Baxter could not say when that would be, but said that Brown would return to his regular duties as a detective and continue to serve on the drug enforcement team when he returns to work.

Frickey remains on administrative leave, according to Prineville Police Chief Eric Bush. Detective Michael Sundberg of the Deschutes County Sheriff’s Office and Redmond Police Detective Lee Gilbert, who also was present when the shooting happened, have returned to limited duties.

Cossette, who lived at the Wichita address, has not been charged with any crimes in connection with the incident. Prosecutors are looking at the case to decide whether he should be charged in federal court, Dugan said.

Acuna-Espitia, who drove the Nissan the night of the shooting, has been charged with delivering and possession of methamphetamine as well as identity theft and having forged identification. He is being held at the Deschutes County jail under an illegal immigration hold and is scheduled to return to court May 28.

Two men arrested on suspicion of dealing drugs with Acuna-Espitia from his northeast Bend home also face criminal charges.

Inside the investigation and shooting May 1 May 2

7:49 p.m.: Central Oregon Drug Enforcement team investigators stop suspected methamphetamine dealer Anthony Steven Cossette at a northeast Bend convenience store.

Cossette, 32, has suspected methamphetamine and a glass pipe in his pickup. Cossette is taken into custody.

9:30 p.m.: Detective Michael Sundberg of the Deschutes County Sheriff’s Office finishes an affidavit detailing an ongoing investigation of Cossette’s suspected drug activities.

A judge issues a search warrant for Cossette’s residence in the 1800 block of Northeast Wichita Way in Bend.
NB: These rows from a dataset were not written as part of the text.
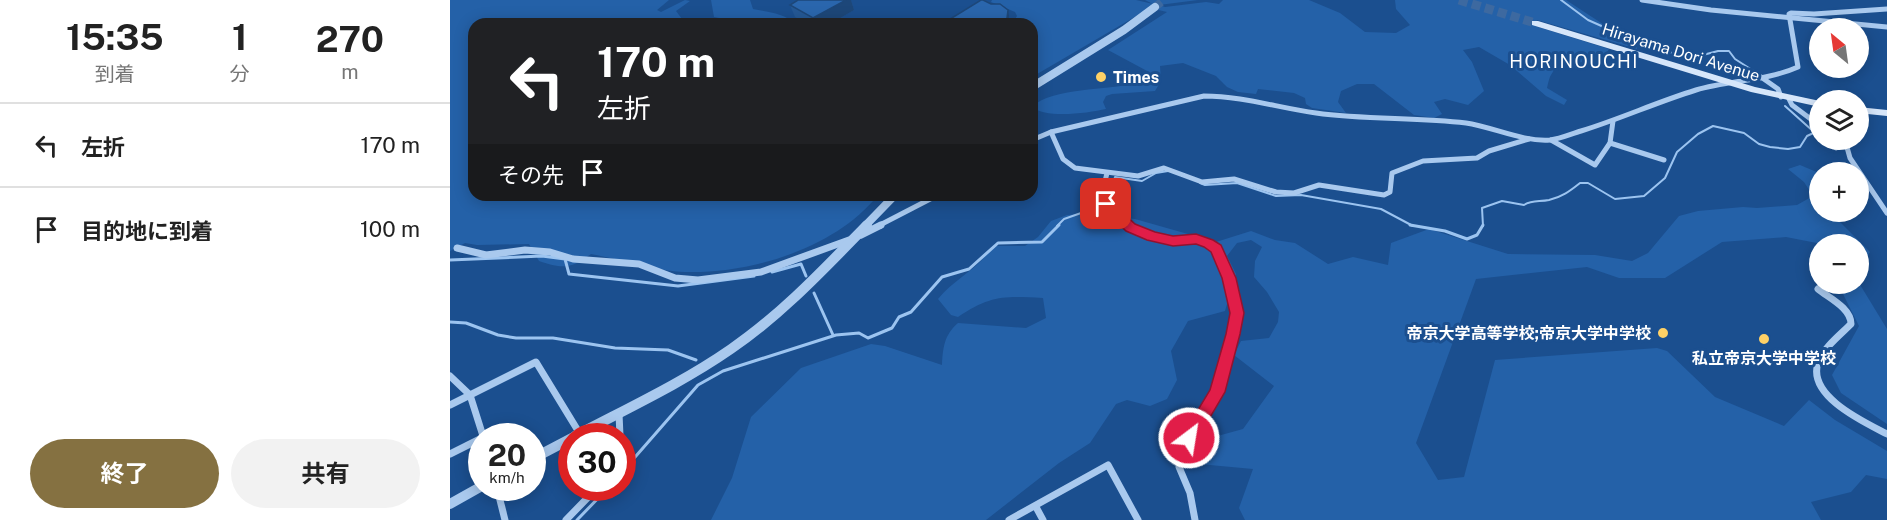 <!DOCTYPE html>
<html lang="ja">
<meta charset="utf-8">
<style>
:root{--surface:#fff;--page:#f2f2f2;--text:#222;--muted:#767676;--line:#e0e0e0;--accent:#857141}
body{margin:0;font-family:"Public Sans","Noto Sans JP",sans-serif;background:var(--page);color:var(--text);height:100vh;display:flex;flex-direction:column;font-size:22px;white-space:nowrap}
*{box-sizing:border-box;margin:0}
p{font-size:20px;color:var(--muted)}
.icon{flex:none;width:33px;height:33px;fill:none;stroke:currentColor;stroke-width:2;stroke-linecap:round;stroke-linejoin:round}
.map{position:relative;flex:1;overflow:hidden}
.panel{display:flex;flex-direction:column;background:var(--surface);width:450px}
.panel>*{flex:none}
.guide{position:absolute;left:18px;top:18px;width:570px;height:183px;border-radius:18px;box-shadow:0 3px 15px #0003;background:#202124;color:#fff;overflow:hidden}
.needle{width:39px;rotate:331deg}
.fabs{position:absolute;left:1359px;top:18px;display:grid;gap:12px}
.fabs a{display:grid;place-items:center;width:60px;height:60px;border-radius:50%;background:var(--surface);box-shadow:0 3px 15px #0003;font-size:30px}
.speed{position:absolute;left:18px;top:423px;display:flex;gap:12px;font-size:30px;font-weight:700;text-align:center}
.speed>*{display:grid;place-content:center;width:78px;height:78px;border-radius:50%;background:var(--surface);box-shadow:0 3px 15px #0003;line-height:1}
.speed small{font-size:15px;font-weight:400}
.speed .limit{border:9px solid #d22;background:#fff;color:#111}
.pin{position:absolute;display:grid;place-items:center;width:51px;height:51px;color:#fff;margin:-26px;border-radius:12px;box-shadow:0 3px 9px #0006}
.me{position:absolute;width:66px;margin:-33px;rotate:31deg;stroke-linejoin:round;filter:drop-shadow(0 0 4px #0008)}
.turn{display:flex;align-items:center;gap:21px;height:126px;padding:0 30px;font-size:27px}
.turn .icon{width:78px;height:78px;stroke-width:2.5}
.turn b{display:block;font-size:42px;line-height:51px}
.then{display:flex;align-items:center;height:57px;padding:0 30px;background:#0003;gap:12px;font-size:22px}
.eta{display:flex;justify-content:space-evenly;align-items:center;height:102px;text-align:center}
.eta b{font-size:36px;font-weight:700;line-height:42px}
.button{display:flex;gap:12px;margin-top:auto;padding:12px 30px}
.button a{flex:1;height:69px;border-radius:36px;background:var(--accent);color:#fff;font-size:24px;font-weight:700;line-height:69px;text-align:center}
.button a+a{background:var(--page);color:var(--text)}
ul{padding:0;list-style:none}
li{display:flex;align-items:center;gap:18px;height:84px;padding:0 30px;border-top:2px solid var(--line)}
li div{flex:1}
li b{display:block;font-size:22px}
li em{font-style:normal}
main{display:flex;flex:1;min-height:0}
.map>svg:first-child{display:block}
.green{fill:#2461a8}
.lines{fill:none;stroke-linecap:round;stroke-linejoin:round}
.stream-far1{stroke:#9cc4f0;stroke-width:2}
.stream{stroke:#9cc4f0;stroke-width:3}
.tertiary-tunnel{stroke:#3d69a0;stroke-width:8;stroke-dasharray:8 4;stroke-linecap:butt}
.secondary-tunnel{stroke:#3d69a0;stroke-width:9;stroke-dasharray:9 4.5;stroke-linecap:butt}
.minor-far1{stroke:#a9c9ee;stroke-width:5}
.minor{stroke:#a9c9ee;stroke-width:7}
.tertiary-far1{stroke:#a9c9ee;stroke-width:8}
.tertiary{stroke:#a9c9ee;stroke-width:10}
.secondary{fill:#d6e6fa;fill-rule:evenodd}
.wall{fill:#245895}
.shaded-wall{fill:#1d4779}
.building{fill:#2a66ad;stroke:#1d4779;stroke-width:1.5}
.route{fill:#e11d48;stroke:#92132f;stroke-width:1.5}
.poi-dot{fill:#ffd166;stroke:#1b4f8f;stroke-width:2}
.labels{text-anchor:middle;stroke-width:6;stroke-linejoin:round;paint-order:stroke}
.street-label{font-size:16px;fill:#fff;stroke:#1b4f8f}
.poi-label{font-size:16px;font-weight:bold;fill:#fff;stroke:#1b4f8f;text-anchor:start}
.neighbourhood-label{font-size:18px;letter-spacing:1.5px;fill:#fff;stroke:#1b4f8f}
</style>
<main>
<section class="panel">
<div class="eta">
<div><b>15:35</b><p>到着</p></div>
<div><b>1</b><p>分</p></div>
<div><b>270</b><p>m</p></div>
</div>
<ul>
<li><svg class="icon" aria-label="left" viewBox="0 0 24 24"><path d="M17 20v-9H6M10 6l-5 5 5 5"/></svg><div><b>左折</b></div><em>170 m</em></li>
<li><svg class="icon" aria-label="arrive" viewBox="0 0 24 24"><path d="M6 21V4h12l-3 4 3 4H6"/></svg><div><b>目的地に到着</b></div><em>100 m</em></li>
</ul>
<div class="button"><a>終了</a><a>共有</a></div>
</section>
<div class="map">
<svg width="1437" height="520" viewBox="0 0 1437 520">
<rect width="100%" height="100%" fill="#1b4f8f"/>
<g class="green">
<path d="M0,0H219L207,10L211,12L235,0L240,1L226,11L232,19L241,24H24V195H428C386,248 301,274 235,272C207,271 169,259 141,254C121,269 113,269 89,261L79,244L27,245L15,243L0,251Z"/>
<path d="M261,0H300L303,9C316,12 336,13 344,24H284L280,20L264,17Z"/>
<path d="M542,0H686L703,4L695,0H748L709,5L715,7L756,2L769,4L773,0H859L890,13L915,32L946,33L960,25L946,9L945,0H1116L1165,32L1188,39L1187,49L1087,20L1085,26L1159,49C1148,73 1112,52 1101,75C1099,78 1098,84 1097,88L1117,100L1114,105L1096,96L1060,65L1029,47L1013,50L1022,62L1034,91L1018,105L995,99L984,102L992,114L984,118L964,115L924,84H907L891,91L888,102L896,113L862,108L856,104L855,98L844,93L808,89L806,94L788,92L777,87L766,76L733,63L710,66L711,81L705,91L662,94L656,96L653,102L656,109C638,113 596,119 582,107C602,87 658,91 685,83C690,82 696,76 699,72L658,50L717,12L700,8L582,77V24H562L567,16L565,12L541,2Z"/>
<path d="M1350,165L1369,173L1370,212H1386V218L1420,252L1409,267L1408,244H1372L1336,237L1272,242L1215,278H1169L1137,267L1026,279L966,443L988,480L1014,477L1045,360L1207,348L1217,351L1265,397L1334,426L1359,400L1385,420L1437,451V479L1416,475L1401,492L1361,502L1371,520H795L789,508L803,469L738,463L742,443L793,429L824,386L784,355L791,341L819,338L828,322L829,312L817,292L804,277L805,261L812,247L801,240L787,243L777,256L786,274L775,311L738,321L721,351L727,380L717,399L700,406L677,400L666,404L640,443L609,463L536,520H261L282,478L301,417L351,368L421,344L435,346L492,365C493,348 494,335 508,323L576,328L596,318L593,298C554,296 541,295 508,317L501,315L488,299C504,279 529,269 543,246H575L588,237L601,221L617,215L633,214L685,219L766,242L801,231L825,240L845,243L878,264L903,257L938,265L941,243L979,229L1058,254L1145,255L1182,261L1198,253L1229,216L1248,211L1293,207L1307,208L1347,205L1363,196L1354,182L1338,169Z"/>
<polygon points="1409,283 1437,329 1437,424 1391,393 1382,375 1409,326 1388,284"/>
</g>
<g class="lines">
<g class="stream-far1">
<polyline points="1111,0 1138,20 1165,32 1185,37 1207,51 1249,56 1268,51 1279,51 1285,59 1313,77"/>
<polyline points="1335,106 1364,132"/>
<polyline points="750,183 755,185 787,183 826,196 851,195 931,209 963,226"/>
<polyline points="660,194 665,177 692,181 706,173 718,171"/>
<polyline points="607,226 614,219 651,206"/>
<path d="M1033,226L1032,208L1052,201L1074,205C1082,200 1089,202 1099,200C1112,197 1120,191 1130,183H1138L1165,199L1194,196L1215,178L1227,152L1248,134L1263,126L1294,133L1309,144L1320,147L1338,149L1350,147L1357,136L1370,130"/>
</g>
<g class="stream">
<polyline points="960,225 995,231 1017,239 1027,235 1033,225"/>
<polyline points="0,260 92,256 115,259 119,274 228,286 304,276"/>
<polyline points="322,272 351,264 356,276"/>
<polyline points="364,293 383,335"/>
<polyline points="0,322 16,323 48,335 66,338 103,338 165,348 218,350 246,360"/>
<polyline points="172,472 248,385 273,371 386,335 409,333 418,338 442,328 449,317 461,312 492,277 519,269 548,243 592,242 609,225"/>
<polyline points="127,520 158,488"/>
</g>
<polyline class="tertiary-tunnel" points="705,7 714,0"/>
<polyline class="secondary-tunnel" points="1009,0 1085,23"/>
<g class="minor-far1">
<polyline points="1192,0 1261,10 1437,27"/>
<polyline points="1311,77 1328,89 1331,97"/>
<polyline points="1339,99 1342,105 1370,126"/>
<polyline points="601,132 613,159 625,168 688,176 714,168 752,182 784,179 826,192 844,193 869,185 934,195 940,192 942,173 973,161 1027,158 1039,151 1079,139"/>
<path d="M582,140L601,132L754,96C792,96 829,108 866,113C916,120 966,117 1016,123C1043,127 1073,142 1100,140C1110,139 1121,134 1131,131C1170,119 1207,102 1246,90C1279,80 1317,81 1348,67L1339,14L1341,13L1364,14L1437,9"/>
<polyline points="1101,140 1145,165 1160,143 1163,121"/>
<polyline points="1382,140 1386,148"/>
<polyline points="1395,140 1400,158 1437,213"/>
<polyline points="1160,143 1214,160"/>
<path d="M657,173C649,199 658,211 680,226"/>
<polyline points="428,226 488,195"/>
</g>
<g class="minor">
<path d="M678,225C690,233 705,239 720,241C733,243 748,236 760,245C771,252 776,268 780,280C793,318 782,364 763,399C752,419 738,437 729,458V467L740,493L745,520"/>
<polyline points="411,235 431,225"/>
<polyline points="7,248 36,255 75,250 100,252 123,259 189,264 225,278 248,280 311,272 399,240"/>
<path d="M1368,289C1379,298 1401,308 1401,324C1390,335 1373,348 1368,363C1357,396 1414,422 1437,434"/>
<polyline points="0,376 20,395 33,436"/>
<polyline points="0,405 86,362 130,434"/>
<polyline points="169,414 170,436"/>
<polyline points="0,454 32,438"/>
<polyline points="47,488 55,520"/>
<polyline points="586,507 593,520"/>
<polyline points="116,520 147,488"/>
<polyline points="559,520 658,465 688,520"/>
</g>
<g class="tertiary-far1">
<polyline points="582,87 674,30 705,7"/>
<polyline points="415,226 445,195"/>
</g>
<g class="tertiary">
<path d="M125,436C178,408 232,383 281,349C332,314 374,269 417,225"/>
<polyline points="82,459 122,438"/>
<polyline points="0,504 32,486"/>
</g>
<g class="secondary">
<polygon points="1082,21 1088,21 1305,87 1370,101 1370,107 1301,92 1082,25"/>
<polygon points="1408,107 1437,110 1437,116 1408,113"/>
</g>
</g>
<polygon class="wall" points="348,0 401,0 404,10 380,24 357,24 345,17 340,5"/>
<g class="shaded-wall">
<polygon points="396,0 401,0 404,10 380,24 365,24 363,18"/>
<polygon points="558,10 559,16 559,24 543,24"/>
</g>
<g class="building">
<polygon points="348,0 396,0 363,18 340,5"/>
<polygon points="531,0 533,0 541,4 550,4 558,10 557,18 550,23 543,24 492,24"/>
</g>
<polygon class="route" points="656,199 661,201 685,224 705,232 723,236 746,234 763,240 771,245 786,278 794,313 790,334 775,392 745,443 739,446 733,443 731,438 760,390 776,334 780,313 772,278 761,252 754,247 746,244 723,246 697,240 676,231 652,207 650,204 652,201"/>
<g class="poi-dot">
<circle cx="651" cy="77" r="6"/>
<circle cx="1213" cy="333" r="6"/>
<circle cx="1314" cy="339" r="6"/>
</g>
<g class="labels">
<g class="street-label">
<text transform="translate(1231 52) rotate(17)" y="6">Hirayama Dori Avenue</text>
</g>
<g class="poi-label">
<text x="663" y="83">Times</text>
<text x="1201" y="339" text-anchor="end">帝京大学高等学校;帝京大学中学校</text>
<text x="1314" y="364" text-anchor="middle">私立帝京大学中学校</text>
</g>
<g class="neighbourhood-label">
<text x="1124" y="68">HORINOUCHI</text>
</g>
</g>
</svg>
<div class="fabs">
<a><svg class="needle" viewBox="-14 -14 28 28"><path d="M0-13l5 13h-10z" fill="#e53935"/><path d="M0 13l5-13h-10z" fill="#767676"/></svg></a>
<a><svg class="icon" aria-label="layers" viewBox="0 0 24 24"><path d="M12 4l9 5-9 5-9-5zM3 14l9 5 9-5"/></svg></a>
<a>+</a>
<a>−</a>
</div>
<div class="speed"><div>20<small>km/h</small></div><div class="limit">30</div></div>
<div class="pin" style="left:656px;top:204px;background:#d93025"><svg class="icon" aria-label="arrive" viewBox="0 0 24 24"><path d="M6 21V4h12l-3 4 3 4H6"/></svg></div>
<svg class="me" style="left:739px;top:438px" viewBox="-20 -20 40 40"><circle r="17" fill="#e11d48" stroke="#fff" stroke-width="3"/><path d="M0-11L8 9 0 5-8 9z" fill="#fff"/></svg>
<div class="guide">
<div class="turn"><svg class="icon" aria-label="left" viewBox="0 0 24 24"><path d="M17 20v-9H6M10 6l-5 5 5 5"/></svg><div><b>170 m</b>左折</div></div>
<div class="then">その先<svg class="icon" aria-label="arrive" viewBox="0 0 24 24"><path d="M6 21V4h12l-3 4 3 4H6"/></svg></div>
</div>
</div>
</main>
Approximately 9 to 10 p.m.: Sundberg briefs CODE detectives at the Bend Police Department on the search warrant. Bend Police Detective Tom Brown is assigned to gain entry to the house and search it along with other CODE team members.

10:37 p.m.: Detectives serve the search warrant at the home. They find thousands in cash, pipes with methamphetamine residue, jewelry, methamphetamine, marijuana, ammunition, an assault rifle with a bayonet and a bolt action rifle. Cossette agrees to call his drug supplier, whom he identifies as Jose Rogelio Acuna-Espitia. Arrangements are made for Acuna-Espitia, 28, to deliver meth to the Wichita Way residence. 12:20 a.m.: Brown receives a radio transmission that a drug supplier is on his way to deliver meth to the Wichita Way residence.

12:21 a.m.: A Nissan Xterra with three people inside pulls up in front of the house police are searching. Acuna-Espitia gets out of the driver’s side and runs toward the door, where detectives take him down and arrest him. Acuna-Espitia struggles with Brown and Sundberg as Prineville Police Detective Jeffrey Frickey approaches the Nissan with his gun drawn, yelling at the remaining passengers to put their hands up. Frickey repeats the instructions in English and Spanish. Brown approaches the sport utility vehicle with his gun drawn. The female front-seat passenger, Alaina Lehner, puts her hands up but the driver’s side back-seat passenger, Refugio Cruz-Fuentes, does not. Cruz-Fuentes, 28, reaches across his chest with his right hand for what Brown believes is a gun. Brown fires 11 times and hits Cruz-Fuentes with nine shots, killing him.